A Infraero, segundo Bottini, tem se mostrado mais aberta nas negociações, apesar de ainda não ter informado oficialmente se vai aceitar o pedido de suspensão temporária do pagamento das tarifas aeroportuárias feito pela aérea. Com relação às empresas de leasing, ele reafirmou que elas estão tendo mais boa vontade com a Varig do que o governo.

A Alvarez & Marsal foi contratada pela Varig para elaborar um plano emergencial para a companhia durante a baixa temporada. Lucio alertou, no entanto, que "hoje o sucesso do plano emergencial depende da BR".

A proposta da Alvarez & Marsal prevê a demissão de 2,9 mil funcionários e a redução dos salários. De junho até março, 1.489 funcionários foram desligados da empresa. A folha bruta de pagamentos, que era de US$ 21,9 milhões, em junho de 2005, passou para US$ 18,7 milhões, em março de 2006, o que significa uma redução de US$ 3,2 milhões ao mês.

Bottini citou ainda a tentativa de retomar o crédito de 60 dias junto à BR, que tem sinalizado que não vai dar crédito à Varig sem garantias. Nos anos 70, disse, a Varig foi procurada pelo ex-ministro Shigeaki Ueki no período de criação da BR. "Para fazer crescer uma empresa brasileira, a Varig transferiu seu abastecimento para a BR. Em nome do Brasil."

Bottini afirmou que as negociações com a União estão caminhando, apesar de o presidente Luís Inácio Lula da Silva ter dito que "não é papel do governo salvar empresa falida". "Não referendamos o que está no jornal como sendo palavra do presidente. Temos visto que a coisa caminhou", disse.

Em resposta ao ministro da Fazenda, Guido Mantega, que afirmou que o governo não vai dar dinheiro à Varig, Bottini disparou: "Eu nunca pedi dinheiro à Fazenda. O governo é que está nos devendo dinheiro", disse, referindo-se aos cerca de R$ 4,5 bilhões que a Varig cobra da União por conta das perdas causadas pelo congelamento de tarifas nos anos 80.
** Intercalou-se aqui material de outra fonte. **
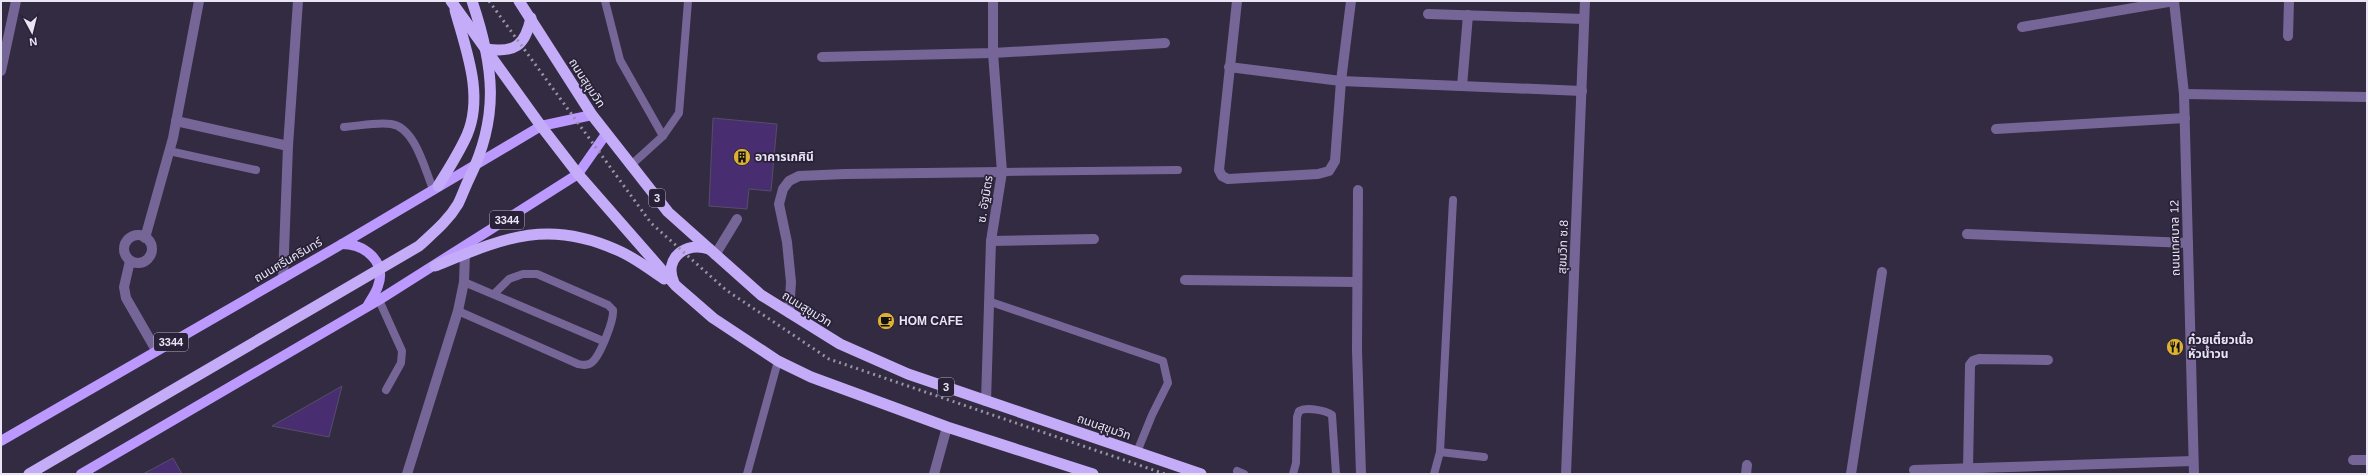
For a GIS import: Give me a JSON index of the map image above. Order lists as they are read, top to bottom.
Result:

Ontem, o juiz Evandro Guimarães, da 14 Vara do Trabalho, do Tribunal Regional do Trabalho (TRT), autorizou o arresto dos bens da Varig por seus empregados. Segundo o advogado do escritório Bezerra, Neves e Costa, José Crescêncio da Costa Jr, representante dos trabalhadores, a ação foi movida pelas associações que fazem parte do Trabalhadores do Grupo Varig (TGV) e do Sindicato Nacional dos Aeronautas. Os bens da companhia ficariam retidos dentro de uma nova empresa denominada VarigOP. O passivo da companhia, de cerca de R$ 7 bilhões, permaneceria na Varig antiga. Cabe recurso à decisão.

O pedido dos trabalhadores também prevê a utilização de R$ 200 milhões dos R$ 600 milhões que o fundo de pensão Aerus teria em caixa para cobrir os gastos correntes da Varig.

A intervenção da Secretaria de Previdência Complementar (SPC) no Aerus inviabilizaria a tentativa dos trabalhadores de capitalizar a companhia. Crescêncio informou, no entanto, que os trabalhadores pretendem entrar com uma ação civil pública para reverter a decisão da SPC.